_Exercise aim:_
Omit the pictures, then write out every entry exactly as it reads.

· · · · ·

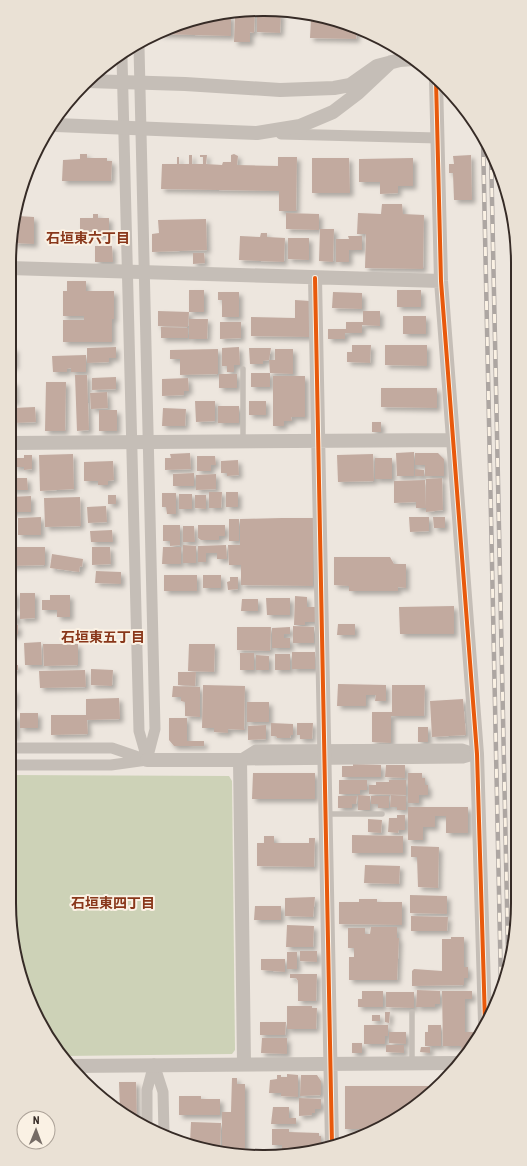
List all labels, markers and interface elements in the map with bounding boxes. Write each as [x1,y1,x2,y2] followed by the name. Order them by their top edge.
[46,230,130,246] district label: 石垣東六丁目
[61,629,145,645] district label: 石垣東五丁目
[71,895,155,911] district label: 石垣東四丁目
[16,1110,56,1150] north arrow
[33,1114,40,1127] text: N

· · · · ·

_Solved exercise:_
List all labels, markers and interface elements in the map with bounding boxes. Write each as [x1,y1,x2,y2] followed by the name. Order them by their top edge.
[46,230,130,246] district label: 石垣東六丁目
[61,629,145,645] district label: 石垣東五丁目
[71,895,155,911] district label: 石垣東四丁目
[16,1110,56,1150] north arrow
[33,1114,40,1127] text: N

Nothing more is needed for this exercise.